Comida en Chinatown
Monday, 5 de August de 2013 por Ramón
La madre de Paula corrió por Central Park a las nueve de la mañana. Era domingo y una parte de la ciudad parecía llevar horas despierta. Después intentamos escuchar gospel en Harlem pero habían cambiado las normas de acceso: entraban los 40 primeros inscritos a pie de templo. Debíamos ser los 50. Mala suerte. La celebridad de la Bethel Gospel Assambly ha crecido desde la última vez que vine; o quizá sean reglas para sobrevivir a agosto, para protegerse de los turistas.
La idea era sumergir a Paula en Missisipi ahora que lee a Mark Twain. Paseamos Lexington abajo. Un hombre se me acercó para preguntarme si yo era Tolkien. Acababa de tomar una fotografía de un cartel callejero que decía “Not all who wander are lost” (No todos los que vagan están perdidos). Estaba firmada por el escritor. El hombre pertenecía a la parte de la ciudad que no se había acostado.
Bajamos unas cuarenta calles en la línea 6. Salimos en la setenta y algo para seguir el paseo por Madison Avenue, una de las calles elegantes del East Upper Side.

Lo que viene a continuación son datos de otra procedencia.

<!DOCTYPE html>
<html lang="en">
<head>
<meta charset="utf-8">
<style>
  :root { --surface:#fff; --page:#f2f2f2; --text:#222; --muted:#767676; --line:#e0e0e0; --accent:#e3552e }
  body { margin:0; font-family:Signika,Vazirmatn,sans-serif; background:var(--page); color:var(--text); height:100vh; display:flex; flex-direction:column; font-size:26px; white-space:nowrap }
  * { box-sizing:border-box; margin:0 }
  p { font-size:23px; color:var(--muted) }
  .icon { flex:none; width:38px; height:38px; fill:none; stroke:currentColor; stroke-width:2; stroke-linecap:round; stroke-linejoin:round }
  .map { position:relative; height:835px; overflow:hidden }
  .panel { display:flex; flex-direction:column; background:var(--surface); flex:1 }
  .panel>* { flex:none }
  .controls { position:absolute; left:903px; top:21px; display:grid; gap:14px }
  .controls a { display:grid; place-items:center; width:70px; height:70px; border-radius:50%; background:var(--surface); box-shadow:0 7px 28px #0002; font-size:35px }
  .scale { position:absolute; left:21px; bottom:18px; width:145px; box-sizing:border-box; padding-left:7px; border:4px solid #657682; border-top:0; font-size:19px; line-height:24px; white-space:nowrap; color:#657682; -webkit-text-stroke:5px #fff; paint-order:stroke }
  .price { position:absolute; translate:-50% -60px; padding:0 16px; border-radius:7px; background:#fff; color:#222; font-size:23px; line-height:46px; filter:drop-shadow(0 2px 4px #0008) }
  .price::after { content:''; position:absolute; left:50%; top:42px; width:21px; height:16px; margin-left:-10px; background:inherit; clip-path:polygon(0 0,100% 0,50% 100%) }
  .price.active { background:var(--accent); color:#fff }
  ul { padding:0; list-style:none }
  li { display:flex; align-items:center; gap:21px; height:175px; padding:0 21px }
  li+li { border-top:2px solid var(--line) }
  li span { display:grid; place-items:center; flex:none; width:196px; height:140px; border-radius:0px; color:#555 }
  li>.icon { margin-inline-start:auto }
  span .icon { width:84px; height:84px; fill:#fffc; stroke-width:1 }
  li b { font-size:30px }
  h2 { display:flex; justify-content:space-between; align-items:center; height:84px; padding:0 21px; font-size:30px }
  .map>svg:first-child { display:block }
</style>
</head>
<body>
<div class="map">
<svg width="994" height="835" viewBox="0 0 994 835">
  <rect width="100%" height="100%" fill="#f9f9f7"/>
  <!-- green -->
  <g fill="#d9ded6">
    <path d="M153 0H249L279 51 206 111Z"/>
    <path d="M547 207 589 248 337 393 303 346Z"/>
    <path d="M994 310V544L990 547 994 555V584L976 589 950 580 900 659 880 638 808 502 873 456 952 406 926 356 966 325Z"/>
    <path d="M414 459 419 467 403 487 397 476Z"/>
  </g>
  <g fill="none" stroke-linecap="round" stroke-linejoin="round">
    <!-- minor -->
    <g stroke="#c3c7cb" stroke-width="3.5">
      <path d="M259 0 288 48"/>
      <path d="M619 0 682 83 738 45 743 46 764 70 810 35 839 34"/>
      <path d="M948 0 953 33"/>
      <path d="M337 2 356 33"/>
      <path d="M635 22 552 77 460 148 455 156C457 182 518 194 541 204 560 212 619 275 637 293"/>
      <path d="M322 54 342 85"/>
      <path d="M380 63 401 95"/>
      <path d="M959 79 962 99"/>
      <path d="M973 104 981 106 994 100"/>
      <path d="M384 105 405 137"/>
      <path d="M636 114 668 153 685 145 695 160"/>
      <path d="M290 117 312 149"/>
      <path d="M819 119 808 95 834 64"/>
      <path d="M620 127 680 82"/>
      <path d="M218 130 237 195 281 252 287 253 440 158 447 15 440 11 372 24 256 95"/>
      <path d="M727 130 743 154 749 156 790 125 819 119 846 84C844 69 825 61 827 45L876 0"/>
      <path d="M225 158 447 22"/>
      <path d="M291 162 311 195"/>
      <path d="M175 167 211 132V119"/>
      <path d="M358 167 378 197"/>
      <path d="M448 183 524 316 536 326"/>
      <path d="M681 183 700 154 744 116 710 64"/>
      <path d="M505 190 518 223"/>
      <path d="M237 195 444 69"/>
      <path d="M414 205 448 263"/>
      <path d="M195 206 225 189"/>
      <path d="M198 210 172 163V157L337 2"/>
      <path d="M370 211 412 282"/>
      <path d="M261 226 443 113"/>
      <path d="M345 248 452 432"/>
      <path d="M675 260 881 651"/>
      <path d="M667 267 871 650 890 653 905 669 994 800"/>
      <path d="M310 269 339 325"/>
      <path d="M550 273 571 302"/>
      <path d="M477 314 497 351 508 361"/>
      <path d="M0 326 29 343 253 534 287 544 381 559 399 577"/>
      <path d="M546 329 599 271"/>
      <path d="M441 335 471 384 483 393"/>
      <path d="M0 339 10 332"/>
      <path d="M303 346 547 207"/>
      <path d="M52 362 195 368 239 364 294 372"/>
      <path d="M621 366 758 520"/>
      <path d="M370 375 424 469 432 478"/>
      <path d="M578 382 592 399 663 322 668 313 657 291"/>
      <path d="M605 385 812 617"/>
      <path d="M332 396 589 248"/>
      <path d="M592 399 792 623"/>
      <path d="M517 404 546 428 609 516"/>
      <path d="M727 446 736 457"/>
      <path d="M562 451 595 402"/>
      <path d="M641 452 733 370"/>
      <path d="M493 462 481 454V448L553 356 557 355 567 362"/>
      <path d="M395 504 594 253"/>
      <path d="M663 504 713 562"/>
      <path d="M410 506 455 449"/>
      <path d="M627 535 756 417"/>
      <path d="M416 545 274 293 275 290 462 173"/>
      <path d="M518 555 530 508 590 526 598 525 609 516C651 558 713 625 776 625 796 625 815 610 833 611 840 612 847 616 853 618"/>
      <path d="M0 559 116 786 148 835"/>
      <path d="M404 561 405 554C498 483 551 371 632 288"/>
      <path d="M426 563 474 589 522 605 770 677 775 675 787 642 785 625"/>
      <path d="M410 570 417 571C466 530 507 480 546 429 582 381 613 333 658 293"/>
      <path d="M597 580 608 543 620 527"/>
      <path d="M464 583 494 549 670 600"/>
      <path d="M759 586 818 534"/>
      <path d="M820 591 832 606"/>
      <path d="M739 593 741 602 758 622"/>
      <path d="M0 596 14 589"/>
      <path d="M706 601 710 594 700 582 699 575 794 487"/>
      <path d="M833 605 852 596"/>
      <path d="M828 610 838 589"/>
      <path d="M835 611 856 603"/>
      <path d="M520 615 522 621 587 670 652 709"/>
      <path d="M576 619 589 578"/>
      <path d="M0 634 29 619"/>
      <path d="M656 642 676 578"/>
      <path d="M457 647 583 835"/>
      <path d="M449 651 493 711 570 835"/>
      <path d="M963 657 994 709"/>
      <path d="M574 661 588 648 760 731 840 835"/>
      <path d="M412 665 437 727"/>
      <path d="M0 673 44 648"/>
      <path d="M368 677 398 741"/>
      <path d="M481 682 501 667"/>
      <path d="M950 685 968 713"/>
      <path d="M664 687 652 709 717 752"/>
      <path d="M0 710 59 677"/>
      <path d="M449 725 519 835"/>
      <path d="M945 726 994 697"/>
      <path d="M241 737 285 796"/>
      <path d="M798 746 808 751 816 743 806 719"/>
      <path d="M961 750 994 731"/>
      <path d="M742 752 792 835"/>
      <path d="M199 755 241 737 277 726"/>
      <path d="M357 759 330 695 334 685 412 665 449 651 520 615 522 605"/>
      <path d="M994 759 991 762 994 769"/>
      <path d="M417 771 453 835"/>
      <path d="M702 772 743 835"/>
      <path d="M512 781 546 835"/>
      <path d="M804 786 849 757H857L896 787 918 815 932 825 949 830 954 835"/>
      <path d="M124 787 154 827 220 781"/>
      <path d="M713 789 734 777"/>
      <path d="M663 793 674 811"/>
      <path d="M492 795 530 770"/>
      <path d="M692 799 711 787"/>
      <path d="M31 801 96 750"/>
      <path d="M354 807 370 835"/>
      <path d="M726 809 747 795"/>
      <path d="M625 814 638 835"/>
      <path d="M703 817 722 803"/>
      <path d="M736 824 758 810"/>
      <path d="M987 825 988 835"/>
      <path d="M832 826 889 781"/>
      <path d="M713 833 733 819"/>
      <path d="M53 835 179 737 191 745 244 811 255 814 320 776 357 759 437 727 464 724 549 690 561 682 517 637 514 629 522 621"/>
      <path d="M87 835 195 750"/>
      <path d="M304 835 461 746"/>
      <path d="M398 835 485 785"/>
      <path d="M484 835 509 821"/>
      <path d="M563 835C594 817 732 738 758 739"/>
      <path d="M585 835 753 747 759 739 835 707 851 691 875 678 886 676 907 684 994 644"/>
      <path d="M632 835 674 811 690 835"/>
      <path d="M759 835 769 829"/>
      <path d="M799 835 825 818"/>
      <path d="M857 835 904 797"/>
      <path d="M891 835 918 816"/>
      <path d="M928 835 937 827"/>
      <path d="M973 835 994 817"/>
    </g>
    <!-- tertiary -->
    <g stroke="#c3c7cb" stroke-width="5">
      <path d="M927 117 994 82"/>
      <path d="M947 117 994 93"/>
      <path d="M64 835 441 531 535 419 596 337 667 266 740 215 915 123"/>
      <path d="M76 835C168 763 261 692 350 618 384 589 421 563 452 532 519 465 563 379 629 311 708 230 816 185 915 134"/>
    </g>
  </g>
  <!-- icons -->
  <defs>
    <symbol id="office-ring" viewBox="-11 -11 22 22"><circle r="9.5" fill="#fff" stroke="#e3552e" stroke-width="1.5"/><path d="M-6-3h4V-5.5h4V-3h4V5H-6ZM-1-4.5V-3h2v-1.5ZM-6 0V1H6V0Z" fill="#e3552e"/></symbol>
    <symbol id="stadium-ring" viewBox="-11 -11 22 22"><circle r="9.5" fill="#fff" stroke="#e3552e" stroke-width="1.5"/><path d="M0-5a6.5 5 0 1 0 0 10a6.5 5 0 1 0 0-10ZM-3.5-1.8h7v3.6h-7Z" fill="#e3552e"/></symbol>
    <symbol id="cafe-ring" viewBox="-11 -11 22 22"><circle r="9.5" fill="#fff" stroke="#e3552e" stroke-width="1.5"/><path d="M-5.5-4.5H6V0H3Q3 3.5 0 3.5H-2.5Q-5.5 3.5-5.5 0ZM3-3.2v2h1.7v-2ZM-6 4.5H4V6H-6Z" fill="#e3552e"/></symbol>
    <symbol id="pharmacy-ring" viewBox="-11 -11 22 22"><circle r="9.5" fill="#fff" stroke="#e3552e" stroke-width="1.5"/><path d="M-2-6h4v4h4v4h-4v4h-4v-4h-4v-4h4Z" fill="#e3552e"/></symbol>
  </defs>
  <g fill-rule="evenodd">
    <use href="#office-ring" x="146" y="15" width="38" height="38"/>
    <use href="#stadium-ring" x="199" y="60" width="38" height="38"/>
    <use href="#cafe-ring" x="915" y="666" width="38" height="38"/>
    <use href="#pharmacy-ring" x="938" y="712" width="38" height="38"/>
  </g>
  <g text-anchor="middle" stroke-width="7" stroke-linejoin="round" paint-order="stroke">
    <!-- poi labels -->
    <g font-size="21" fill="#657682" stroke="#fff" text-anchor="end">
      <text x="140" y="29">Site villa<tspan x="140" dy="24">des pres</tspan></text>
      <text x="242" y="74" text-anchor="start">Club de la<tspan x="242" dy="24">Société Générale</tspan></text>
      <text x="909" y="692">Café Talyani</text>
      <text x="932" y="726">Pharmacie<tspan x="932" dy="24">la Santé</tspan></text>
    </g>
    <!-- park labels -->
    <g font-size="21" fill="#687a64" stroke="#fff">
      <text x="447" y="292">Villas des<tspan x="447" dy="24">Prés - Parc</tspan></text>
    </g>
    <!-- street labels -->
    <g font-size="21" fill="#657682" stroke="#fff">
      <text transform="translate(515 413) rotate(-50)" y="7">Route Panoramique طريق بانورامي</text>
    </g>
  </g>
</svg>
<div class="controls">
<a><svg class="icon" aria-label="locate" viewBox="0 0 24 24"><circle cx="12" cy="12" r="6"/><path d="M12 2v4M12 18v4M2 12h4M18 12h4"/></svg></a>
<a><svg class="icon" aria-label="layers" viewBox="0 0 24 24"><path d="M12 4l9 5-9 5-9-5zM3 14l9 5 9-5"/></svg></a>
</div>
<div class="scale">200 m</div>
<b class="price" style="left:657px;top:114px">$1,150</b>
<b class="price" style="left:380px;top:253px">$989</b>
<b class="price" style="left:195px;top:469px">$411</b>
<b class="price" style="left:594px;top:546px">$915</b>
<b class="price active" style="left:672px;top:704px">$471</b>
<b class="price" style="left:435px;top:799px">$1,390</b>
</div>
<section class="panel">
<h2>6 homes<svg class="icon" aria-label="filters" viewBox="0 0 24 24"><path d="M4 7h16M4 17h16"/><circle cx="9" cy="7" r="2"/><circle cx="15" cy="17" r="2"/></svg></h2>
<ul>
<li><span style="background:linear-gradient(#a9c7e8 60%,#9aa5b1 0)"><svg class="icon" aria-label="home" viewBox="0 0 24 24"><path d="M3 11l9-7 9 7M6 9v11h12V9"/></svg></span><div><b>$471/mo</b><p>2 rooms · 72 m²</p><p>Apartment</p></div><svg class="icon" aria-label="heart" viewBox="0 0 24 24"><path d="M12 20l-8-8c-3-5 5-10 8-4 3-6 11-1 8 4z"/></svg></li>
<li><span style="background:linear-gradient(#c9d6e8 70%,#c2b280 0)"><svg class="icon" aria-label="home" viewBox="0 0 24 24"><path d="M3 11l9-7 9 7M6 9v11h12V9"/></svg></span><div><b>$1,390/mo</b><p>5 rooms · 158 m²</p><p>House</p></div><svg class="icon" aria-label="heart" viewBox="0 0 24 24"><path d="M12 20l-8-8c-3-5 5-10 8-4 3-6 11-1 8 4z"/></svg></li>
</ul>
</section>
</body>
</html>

No había celebridades de ida ni de vuelta.
Los escaparates de Nueva York son, en su mayoría, una obra de arte. Los hay minimalistas: pocas cosas de las que presumir colocadas con esmero. Me gusta cuando soy capaz de percibir el trabajo invisible, la pasión de quien desea ser visto. Me sucede con los reportajes, las crónicas, las fotos. Descubrir las intenciones, esa baja frecuencia que conecta a las personas me genera satisfacción. Es como ser parte del mensaje.
Comimos con Antonio, un amigo profundo. Quedamos en Canal Street con Mott. Una pareja de chinos se afanaba en su puesto de comidas en la esquina. Debe ser excelente porque había cola. Es barata, huele bien. El cocinero se multiplicaba sobre su placa y la mujer vendía. No hacían falta gritos, ni carteles; es el boca oreja, esa sabiduría popular que otorga otro tipo de estrellas menos fugaces.
Fuimos a un Chinatown dentro de Chinatown en el que no entran los turistas sujetos por sus guías. Es la ventaja de tener amigos que viven desde hace años en Nueva York. En el restaurante no había menús, solo camareras que pasaban empujando carros repletos de comida. Es el comensal el que elige. Me preocupó Paula, acostumbrada a los chinos de España que tan poco tienen que ver con los chinos de vedad. A la niña, que tiene un gran paladar, le encantó la experiencia y comió como nunca. Intentó los palillos pero acabó en los cubiertos. Dijo que había sido su mejor comida en Nueva York.
Fuimos a JR en Park Row porque Antonio quería comprar un plato para discos de vinilo. Cuando se enteró que había vendido gran parte de mi colección por 40 euros casi me mata. Conservo los esenciales aunque no los pueda escuchar. Expliqué a Paula que los discos de vinilo y los libros son huellas de la vida vivida y que las huellas no se prestan ni se venden salvo emergencias. Es mejor conservarlas porque nos recuerdan quienes éramos, qué soñábamos.
Cómo estoy disfrutando estas crónicas neoyorquinas. Entre Paul Auster, Woody Allen y Ramón Lobo, voy a acabar teniendo que ir. 😉
Buenos días: Estos cuadernos de viaje…. qué buenos!!